Domestic supremacy masks some pretty ordinary results for the Greeks and without firepower they will struggle in both legs against the English champions
By Peter Staunton
Olympiakos are 20 points clear in the Greek Super League table, with this weekend's derby against Panathinaikos to savour. There will be a 16th league title since 1997 for the side coached by Michel, the former Real Madrid midfielder and Spain international.
The domestic campaign is such a breeze that the only problem is complacency, yet the step up to the Champions League has been tough - though so far negotiable. There is no doubt about the confidence in their ranks but domestic form will count for little once their European campaign restarts on Tuesday against Manchester United.
"United play in a very competitive league," former Olympiakos midfielder Christian Karembeu told Champion. "It's very different playing against Chelsea and Everton to playing against Platanias and Levadiakos."
Michel has been at the helm in Piraeus since February 2013 and has overseen 55 matches in all, winning 44. While that record may seem imposing for any side about to visit the Georgios Karaiskaki Stadium, it is Olympiakos's patchy record in Europe which means Manchester United should have no trouble in dispatching them over two legs.
While they dominate the Greek Super League like Bayern do in the Bundesliga, they still do not have the requisite talent to impose themselves the same way in Europe. Often they are forced to cede territory and possession; trudging through matches at this level rather than waltzing like at home.

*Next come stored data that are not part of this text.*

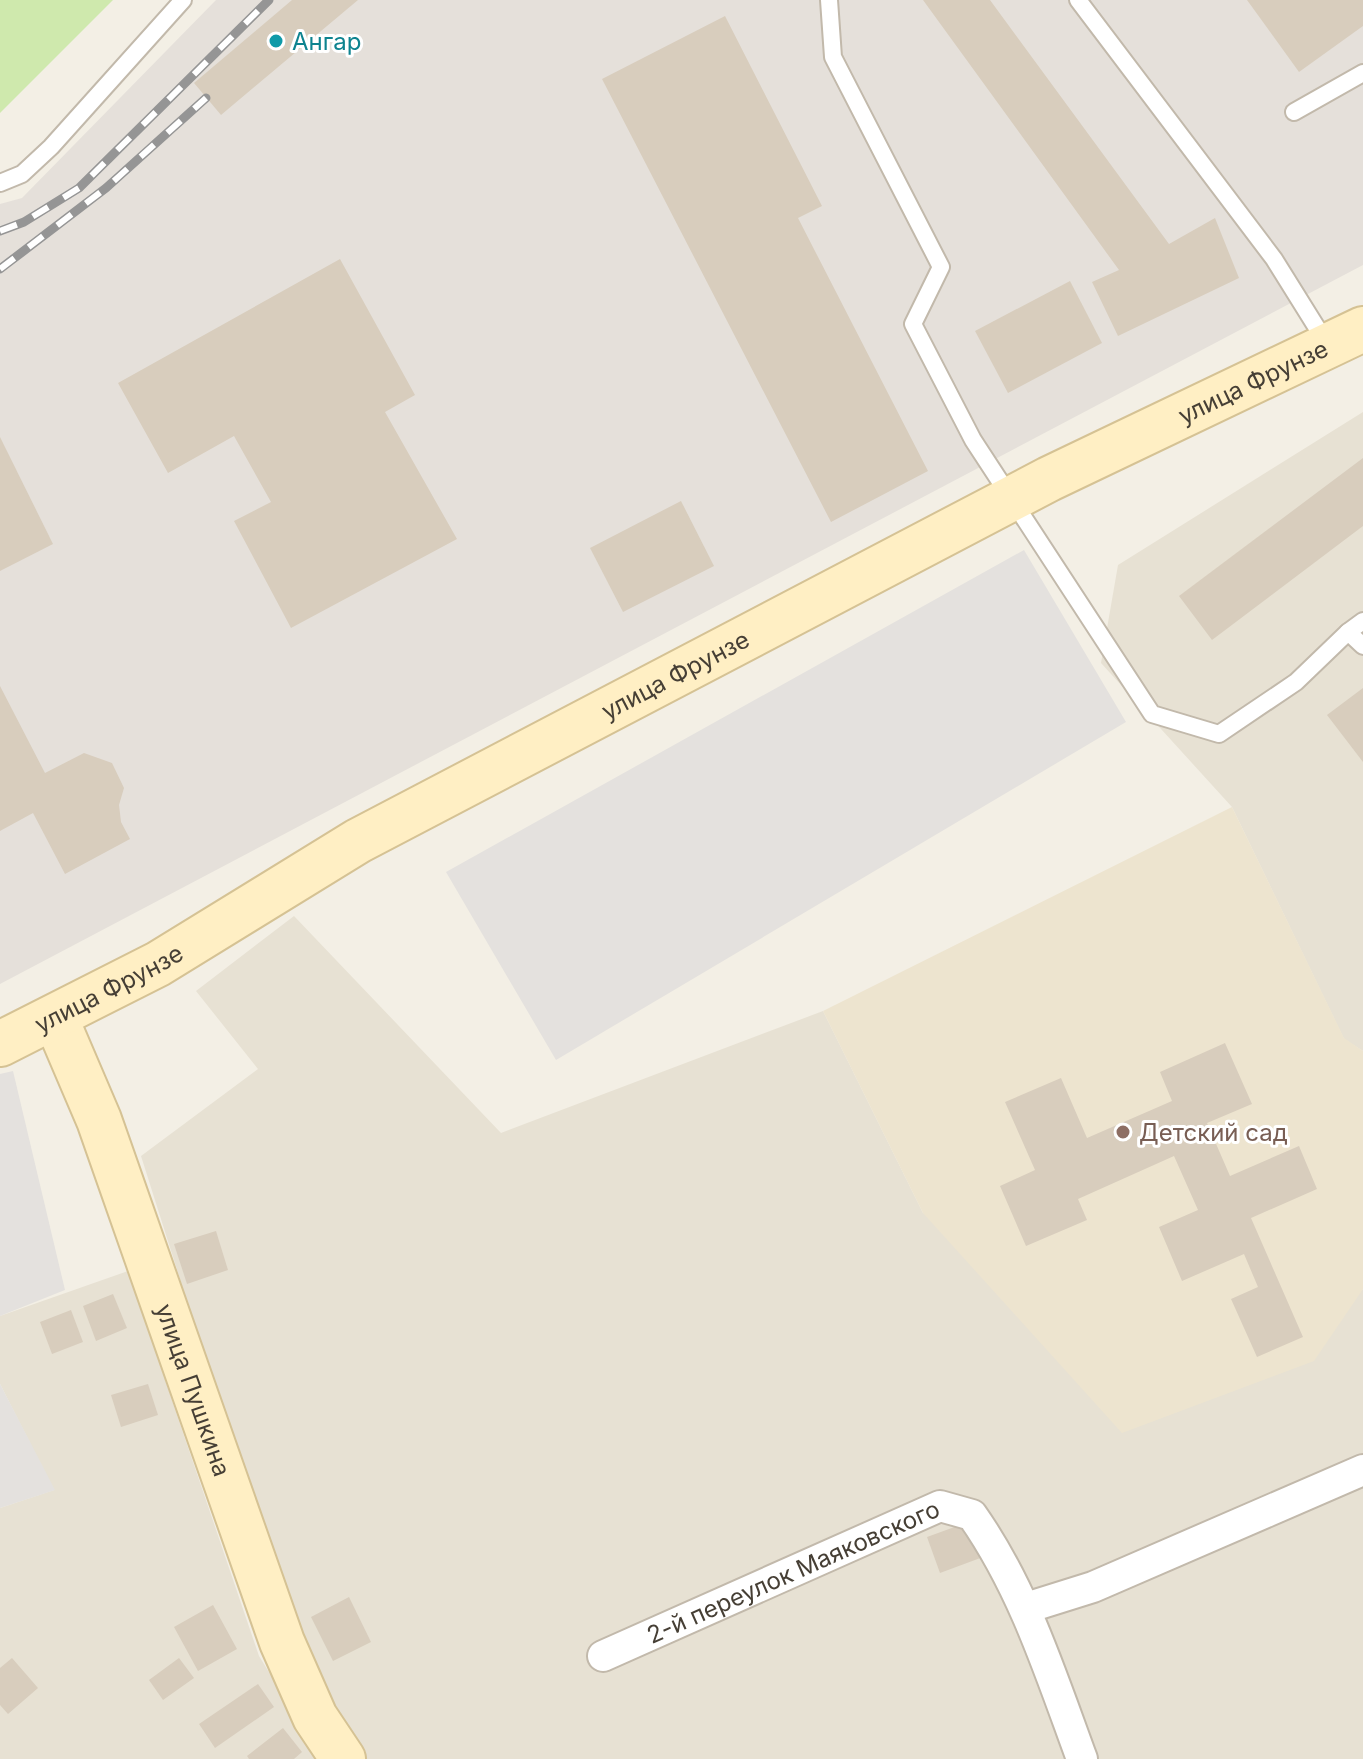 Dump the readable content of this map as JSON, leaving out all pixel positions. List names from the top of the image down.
{
  "streets": {
    "street": ["улица Фрунзе", "улица Пушкина", "2-й переулок Маяковского"]
  },
  "crossings": [
    ["улица Фрунзе", "улица Пушкина"]
  ],
  "places": ["Ангар", "Детский сад"]
}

They did well to qualify for the knockout rounds but their progress was based largely on beating Anderlecht twice - one of the weakest sides in the competition.
All four of Michel's defeats as coach of Olympiakos have come in Europe with two this season at the hands of Paris St-Germain. While Michel is saying the right things about the clash against United, it is fair to assume that Olympiakos cashed out of the Champions League this season when they sold Kostas Mitroglou to Fulham for €15 million (£12.4m) in January.

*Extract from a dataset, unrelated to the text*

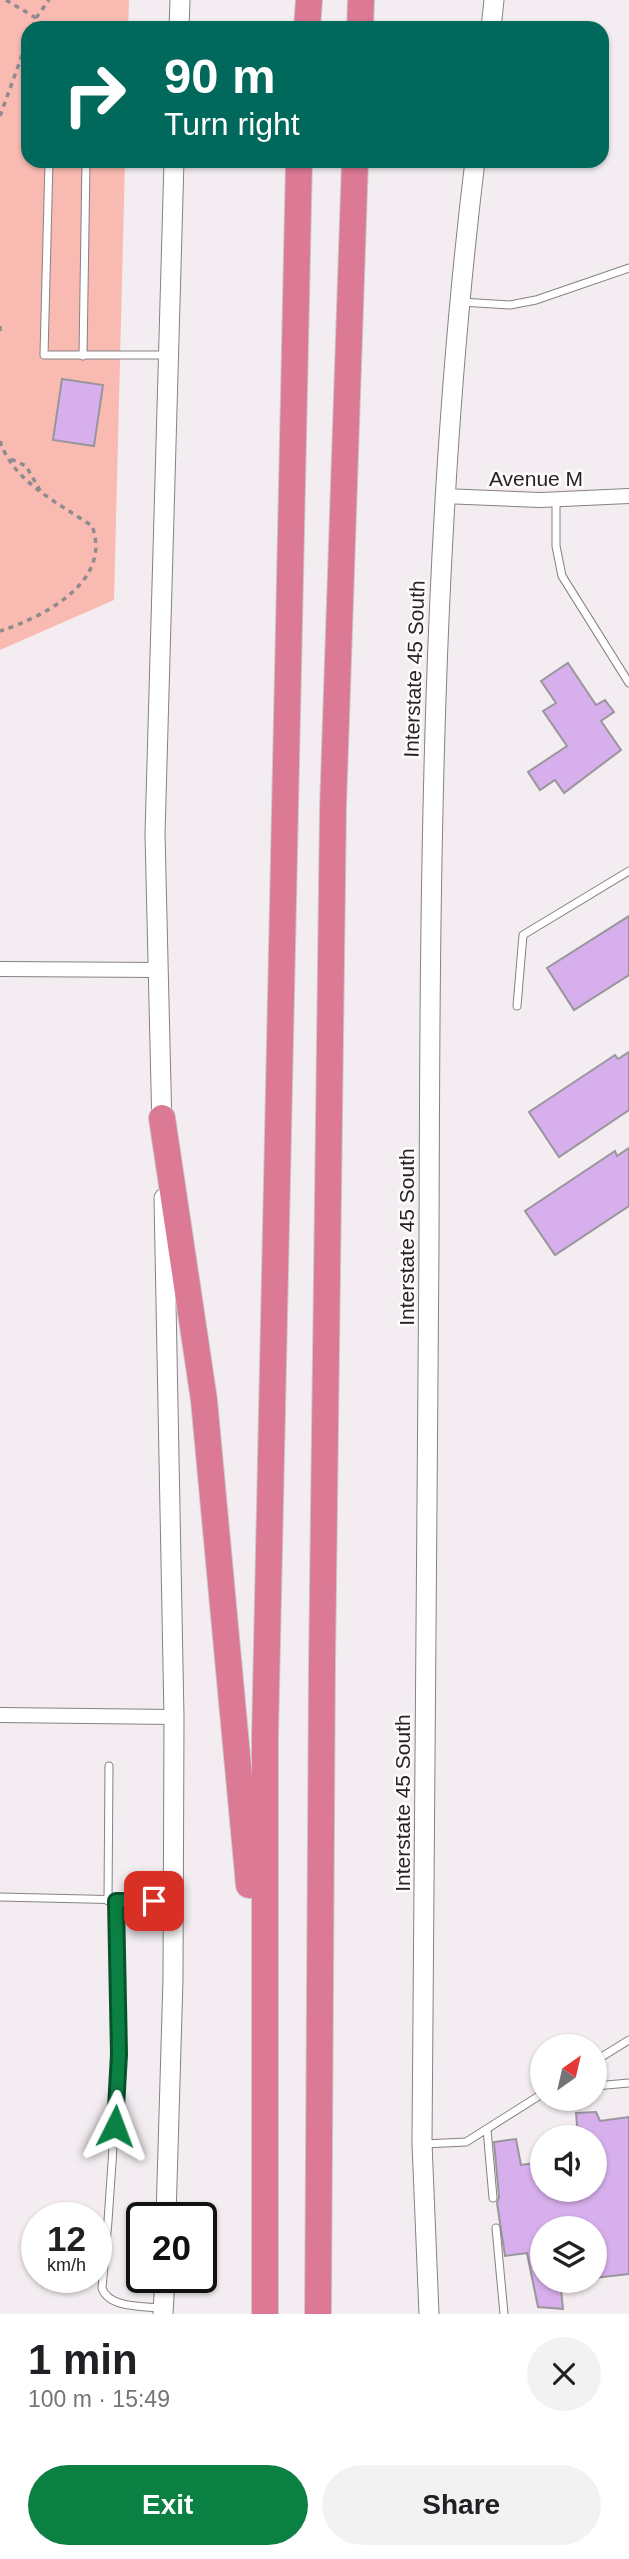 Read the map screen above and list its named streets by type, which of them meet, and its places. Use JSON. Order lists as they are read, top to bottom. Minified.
{"streets":{"main road":["Interstate 45 South"],"street":["Avenue M"]},"crossings":[["Avenue M","Interstate 45 South"]],"north":"top right","page":{"turn":["90 m","Turn right"],"speed":"12 km/h","limit":"20","heading":["1 min","100 m · 15:49"],"buttons":["Exit","Share"]}} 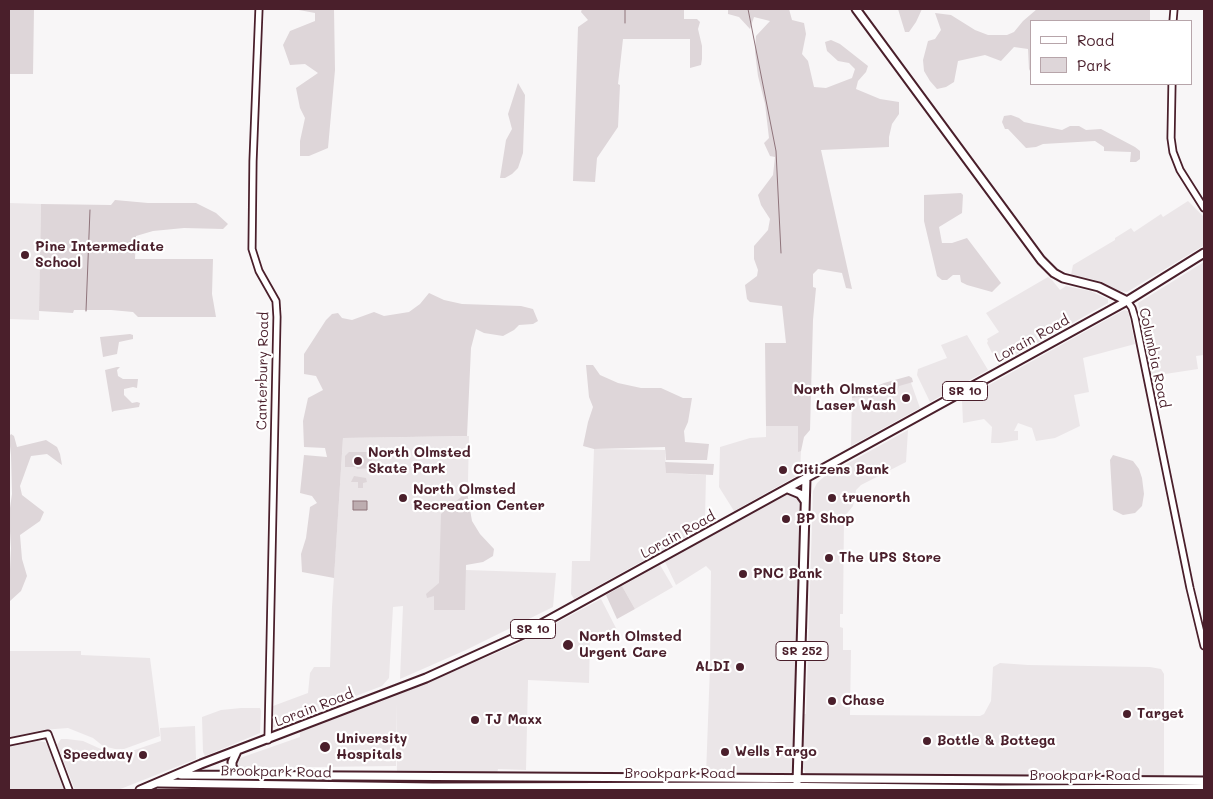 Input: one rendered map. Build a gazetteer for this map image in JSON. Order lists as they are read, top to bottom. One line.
{"streets":{"main road":["Lorain Road","Columbia Road","SR 10","SR 252","Brookpark Road"],"street":["Canterbury Road"]},"crossings":[["Lorain Road","Columbia Road"],["Lorain Road","Canterbury Road"],["Lorain Road","SR 252"],["Lorain Road","Brookpark Road"],["SR 252","Brookpark Road"]],"places":["Pine Intermediate School","North Olmsted Laser Wash","North Olmsted Skate Park","Citizens Bank","North Olmsted Recreation Center","truenorth","BP Shop","The UPS Store","PNC Bank","North Olmsted Urgent Care","ALDI","Chase","Target","TJ Maxx","Bottle & Bottega","University Hospitals","Wells Fargo","Speedway"],"legend":["Road","Park"]}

The sale of the Greece international is the first in what Olympiakos hope to be a Porto-esque line of sales of players acquired low and sold high. "You could say that Porto is a beacon that lights our way," Michel told NOVA. "We believe in the not very distant future Olympiakos will not only sell players abroad but also buy players who will help the team in Europe."
The free signing in the summer of Vladimir Weiss and subsequent sale in January to Lekhwiya can also be placed in this category. The Slovakian was a pretty decent weapon for the Greeks, even if he didn't always see eye-to-eye with Michel and was a victim of the form of Joel Campbell.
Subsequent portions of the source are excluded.